» TASK TO COMPLETE
Could you transcribe all of the data exactly and skip any pictures?
-.-.-
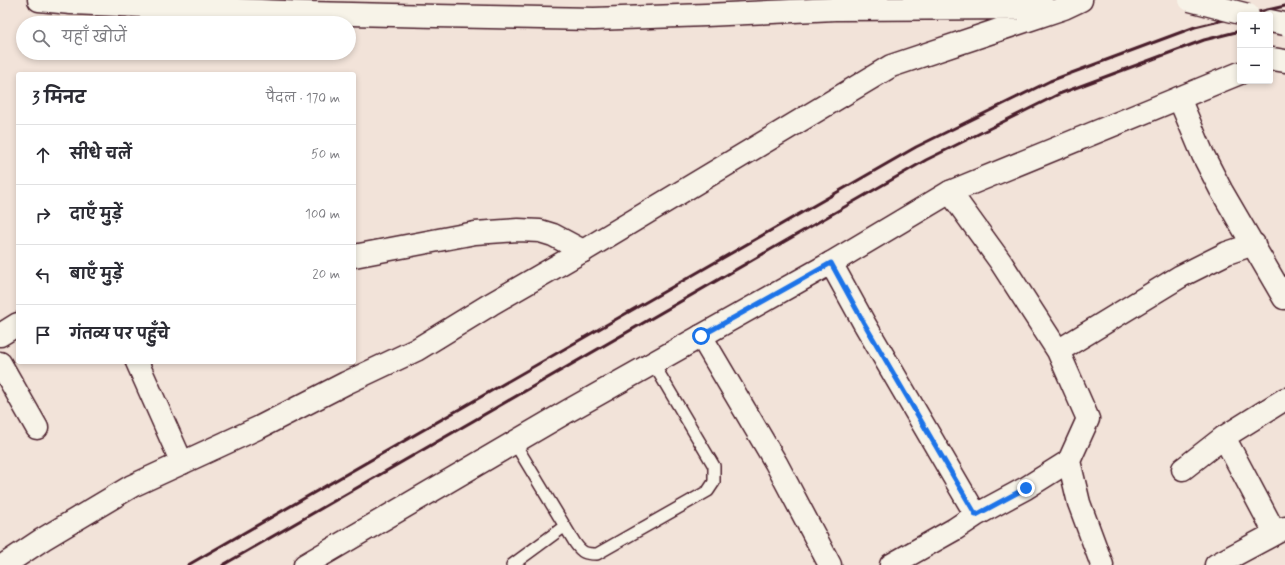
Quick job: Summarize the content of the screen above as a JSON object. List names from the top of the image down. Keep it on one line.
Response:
{"page":{"map_buttons":["+","−"],"search":"यहाँ खोजें","heading":["3 मिनट","पैदल · 170 m"],"list":[["सीधे चलें","50 m"],["दाएँ मुड़ें","100 m"],["बाएँ मुड़ें","20 m"],"गंतव्य पर पहुँचे"]}}
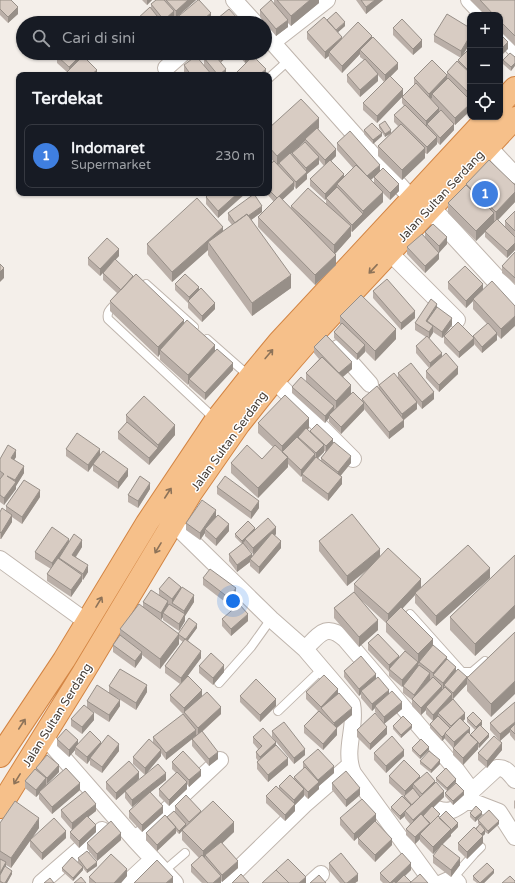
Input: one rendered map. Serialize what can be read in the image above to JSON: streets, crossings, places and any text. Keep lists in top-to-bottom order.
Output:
{
  "streets": {
    "highway": ["Jalan Sultan Serdang"]
  },
  "page": {
    "map_buttons": ["+", "−"],
    "search": "Cari di sini",
    "heading": "Terdekat",
    "list": [
      {
        "mark": "1",
        "name": "Indomaret",
        "note": "Supermarket",
        "value": "230 m"
      }
    ],
    "pins": "1"
  }
}
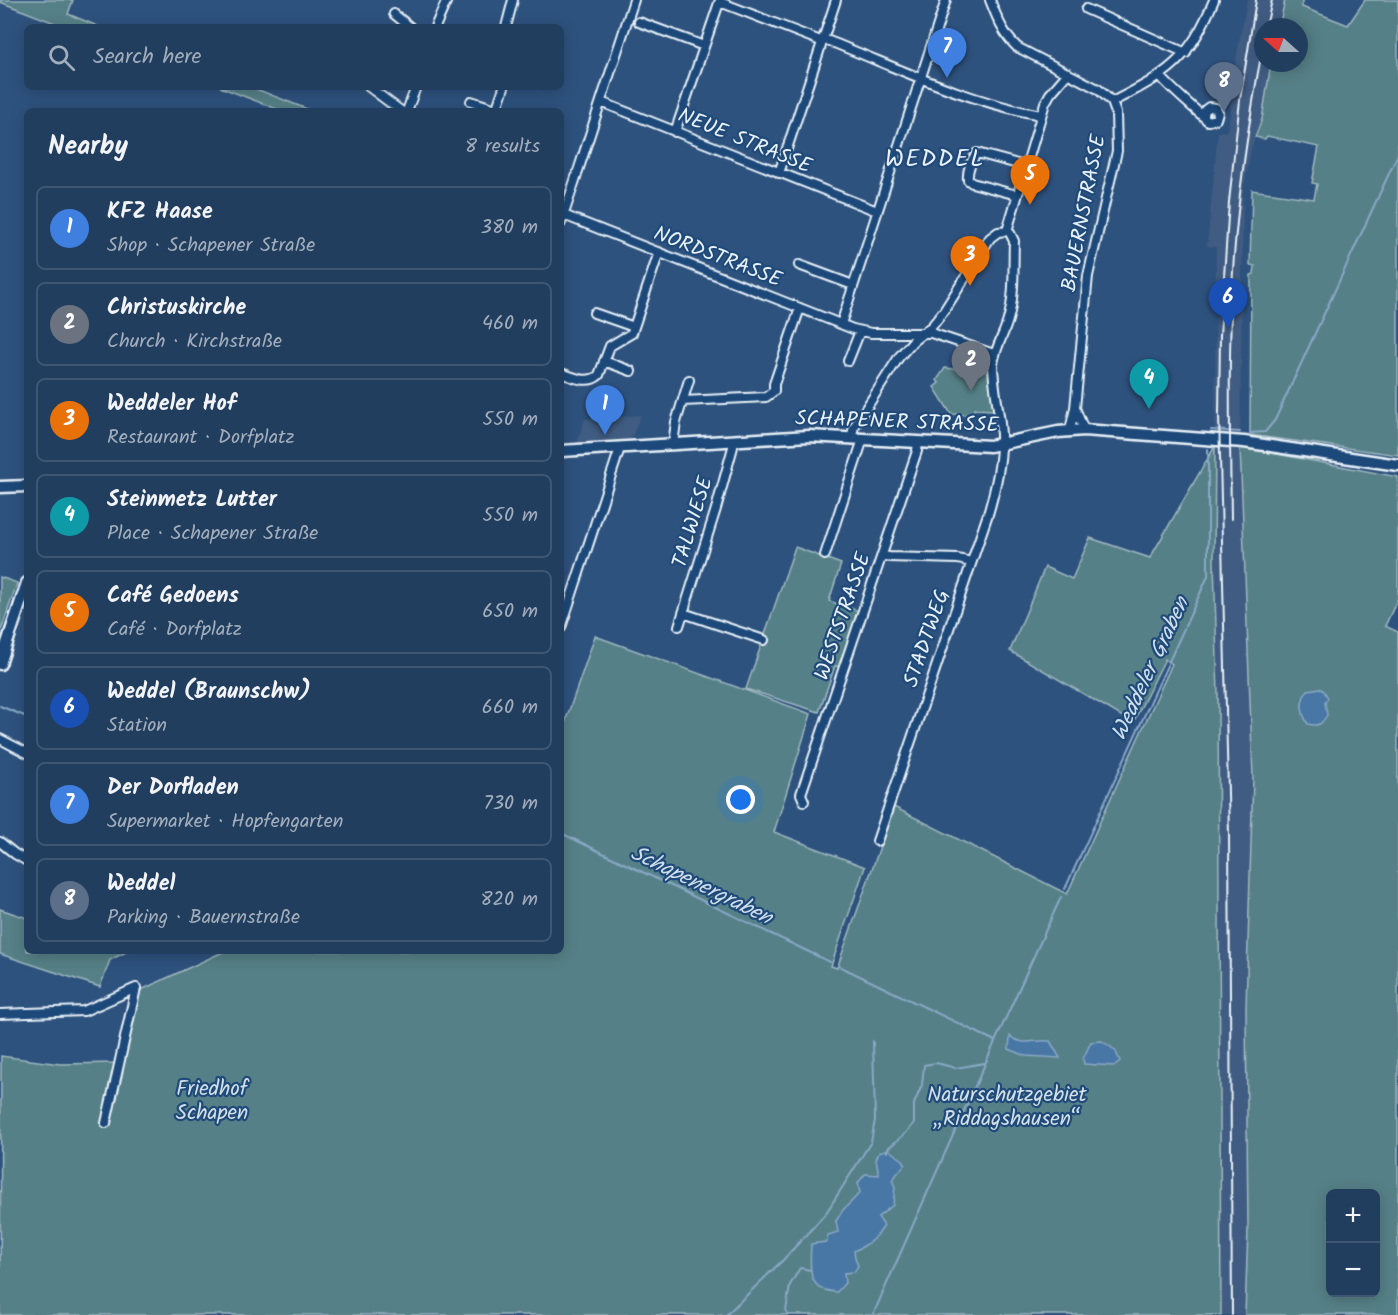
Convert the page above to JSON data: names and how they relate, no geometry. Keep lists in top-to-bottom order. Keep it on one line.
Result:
{"streets":{"street":["NEUE STRASSE","BAUERNSTRASSE","NORDSTRASSE","SCHAPENER STRASSE","TALWIESE","WESTSTRASSE","STADTWEG"]},"crossings":[["BAUERNSTRASSE","SCHAPENER STRASSE"],["NORDSTRASSE","STADTWEG"],["SCHAPENER STRASSE","TALWIESE"],["SCHAPENER STRASSE","WESTSTRASSE"],["SCHAPENER STRASSE","STADTWEG"]],"districts":["WEDDEL"],"water":["Weddeler Graben","Schapenergraben"],"parks":["Friedhof Schapen","Naturschutzgebiet „Riddagshausen“"],"north":"left","page":{"search":"Search here","pins":["7","8","5","3","6","2","4","1"],"heading":["Nearby","8 results"],"list":[{"mark":"1","name":"KFZ Haase","note":"Shop · Schapener Straße","value":"380 m"},{"mark":"2","name":"Christuskirche","note":"Church · Kirchstraße","value":"460 m"},{"mark":"3","name":"Weddeler Hof","note":"Restaurant · Dorfplatz","value":"550 m"},{"mark":"4","name":"Steinmetz Lutter","note":"Place · Schapener Straße","value":"550 m"},{"mark":"5","name":"Café Gedoens","note":"Café · Dorfplatz","value":"650 m"},{"mark":"6","name":"Weddel (Braunschw)","note":"Station","value":"660 m"},{"mark":"7","name":"Der Dorfladen","note":"Supermarket · Hopfengarten","value":"730 m"},{"mark":"8","name":"Weddel","note":"Parking · Bauernstraße","value":"820 m"}],"map_buttons":["+","−"]}}
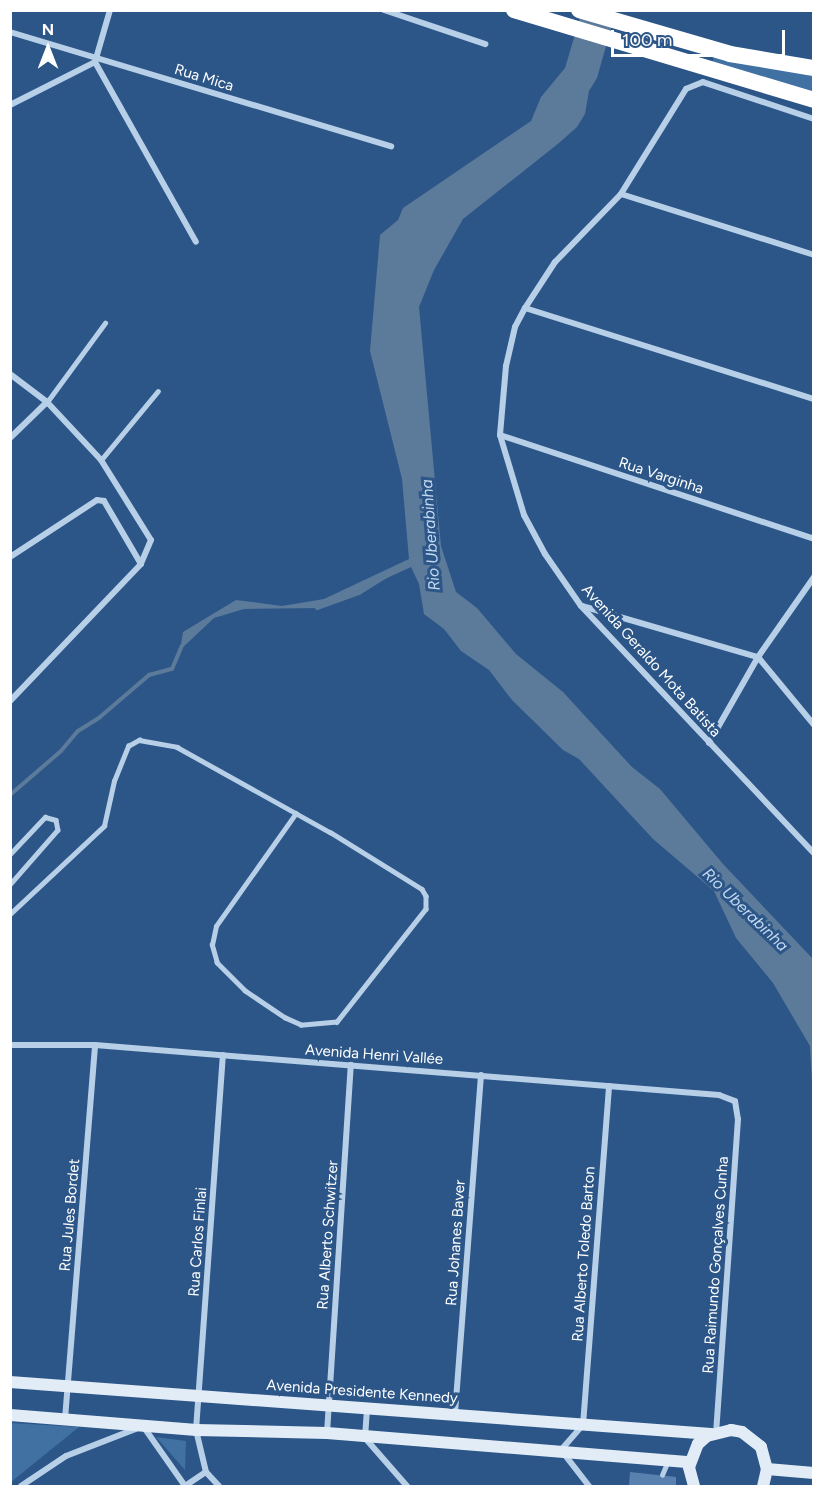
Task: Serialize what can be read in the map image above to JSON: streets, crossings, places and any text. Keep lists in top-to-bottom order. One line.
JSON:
{"streets":{"street":["Rua Mica","Rua Varginha","Avenida Geraldo Mota Batista","Avenida Henri Vallée","Rua Jules Bordet","Rua Alberto Schwitzer","Rua Carlos Finlai","Rua Johanes Baver","Rua Alberto Toledo Barton","Rua Raimundo Gonçalves Cunha","Avenida Presidente Kennedy"]},"crossings":[["Rua Varginha","Avenida Geraldo Mota Batista"],["Avenida Henri Vallée","Rua Jules Bordet"],["Avenida Henri Vallée","Rua Alberto Schwitzer"],["Avenida Henri Vallée","Rua Carlos Finlai"],["Avenida Henri Vallée","Rua Johanes Baver"],["Avenida Henri Vallée","Rua Alberto Toledo Barton"],["Avenida Henri Vallée","Rua Raimundo Gonçalves Cunha"],["Rua Jules Bordet","Avenida Presidente Kennedy"],["Rua Alberto Schwitzer","Avenida Presidente Kennedy"],["Rua Carlos Finlai","Avenida Presidente Kennedy"],["Rua Johanes Baver","Avenida Presidente Kennedy"],["Rua Alberto Toledo Barton","Avenida Presidente Kennedy"],["Rua Raimundo Gonçalves Cunha","Avenida Presidente Kennedy"]],"water":["Rio Uberabinha"],"scale_bar":"100 m","north":"top"}
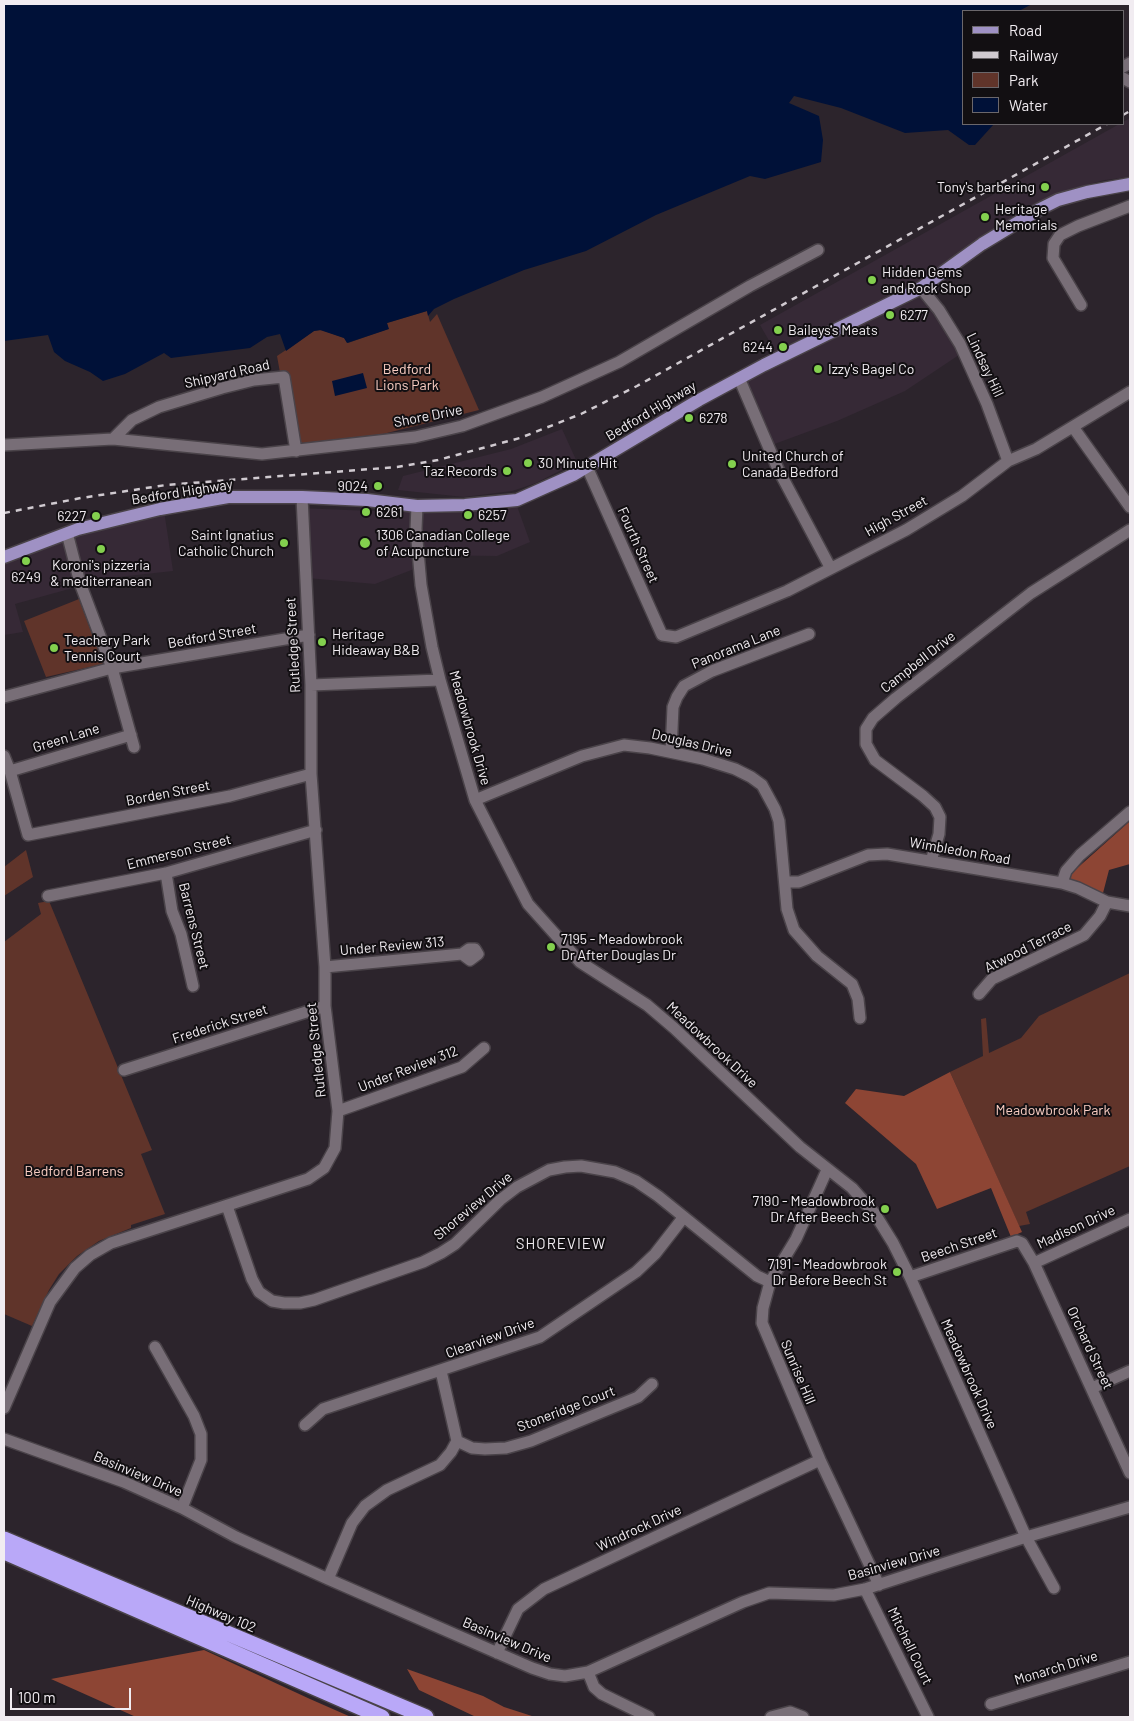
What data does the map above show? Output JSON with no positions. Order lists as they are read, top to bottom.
-.-.-
» EXPECTED ANSWER
Quick job: Summarize the content of the screen above as a JSON object. List names from the top of the image down. Keep it on one line.
Response:
{"page":{"map_buttons":["+","−"],"search":"यहाँ खोजें","heading":["3 मिनट","पैदल · 170 m"],"list":[["सीधे चलें","50 m"],["दाएँ मुड़ें","100 m"],["बाएँ मुड़ें","20 m"],"गंतव्य पर पहुँचे"]}}
Input: one rendered map. Serialize what can be read in the image above to JSON: streets, crossings, places and any text. Keep lists in top-to-bottom order.
Output:
{
  "streets": {
    "highway": ["Jalan Sultan Serdang"]
  },
  "page": {
    "map_buttons": ["+", "−"],
    "search": "Cari di sini",
    "heading": "Terdekat",
    "list": [
      {
        "mark": "1",
        "name": "Indomaret",
        "note": "Supermarket",
        "value": "230 m"
      }
    ],
    "pins": "1"
  }
}
Convert the page above to JSON data: names and how they relate, no geometry. Keep lists in top-to-bottom order. Keep it on one line.
Result:
{"streets":{"street":["NEUE STRASSE","BAUERNSTRASSE","NORDSTRASSE","SCHAPENER STRASSE","TALWIESE","WESTSTRASSE","STADTWEG"]},"crossings":[["BAUERNSTRASSE","SCHAPENER STRASSE"],["NORDSTRASSE","STADTWEG"],["SCHAPENER STRASSE","TALWIESE"],["SCHAPENER STRASSE","WESTSTRASSE"],["SCHAPENER STRASSE","STADTWEG"]],"districts":["WEDDEL"],"water":["Weddeler Graben","Schapenergraben"],"parks":["Friedhof Schapen","Naturschutzgebiet „Riddagshausen“"],"north":"left","page":{"search":"Search here","pins":["7","8","5","3","6","2","4","1"],"heading":["Nearby","8 results"],"list":[{"mark":"1","name":"KFZ Haase","note":"Shop · Schapener Straße","value":"380 m"},{"mark":"2","name":"Christuskirche","note":"Church · Kirchstraße","value":"460 m"},{"mark":"3","name":"Weddeler Hof","note":"Restaurant · Dorfplatz","value":"550 m"},{"mark":"4","name":"Steinmetz Lutter","note":"Place · Schapener Straße","value":"550 m"},{"mark":"5","name":"Café Gedoens","note":"Café · Dorfplatz","value":"650 m"},{"mark":"6","name":"Weddel (Braunschw)","note":"Station","value":"660 m"},{"mark":"7","name":"Der Dorfladen","note":"Supermarket · Hopfengarten","value":"730 m"},{"mark":"8","name":"Weddel","note":"Parking · Bauernstraße","value":"820 m"}],"map_buttons":["+","−"]}}
Task: Serialize what can be read in the map image above to JSON: streets, crossings, places and any text. Keep lists in top-to-bottom order. One line.
JSON:
{"streets":{"street":["Rua Mica","Rua Varginha","Avenida Geraldo Mota Batista","Avenida Henri Vallée","Rua Jules Bordet","Rua Alberto Schwitzer","Rua Carlos Finlai","Rua Johanes Baver","Rua Alberto Toledo Barton","Rua Raimundo Gonçalves Cunha","Avenida Presidente Kennedy"]},"crossings":[["Rua Varginha","Avenida Geraldo Mota Batista"],["Avenida Henri Vallée","Rua Jules Bordet"],["Avenida Henri Vallée","Rua Alberto Schwitzer"],["Avenida Henri Vallée","Rua Carlos Finlai"],["Avenida Henri Vallée","Rua Johanes Baver"],["Avenida Henri Vallée","Rua Alberto Toledo Barton"],["Avenida Henri Vallée","Rua Raimundo Gonçalves Cunha"],["Rua Jules Bordet","Avenida Presidente Kennedy"],["Rua Alberto Schwitzer","Avenida Presidente Kennedy"],["Rua Carlos Finlai","Avenida Presidente Kennedy"],["Rua Johanes Baver","Avenida Presidente Kennedy"],["Rua Alberto Toledo Barton","Avenida Presidente Kennedy"],["Rua Raimundo Gonçalves Cunha","Avenida Presidente Kennedy"]],"water":["Rio Uberabinha"],"scale_bar":"100 m","north":"top"}
What data does the map above show? Output JSON with no positions. Order lists as they are read, top to bottom.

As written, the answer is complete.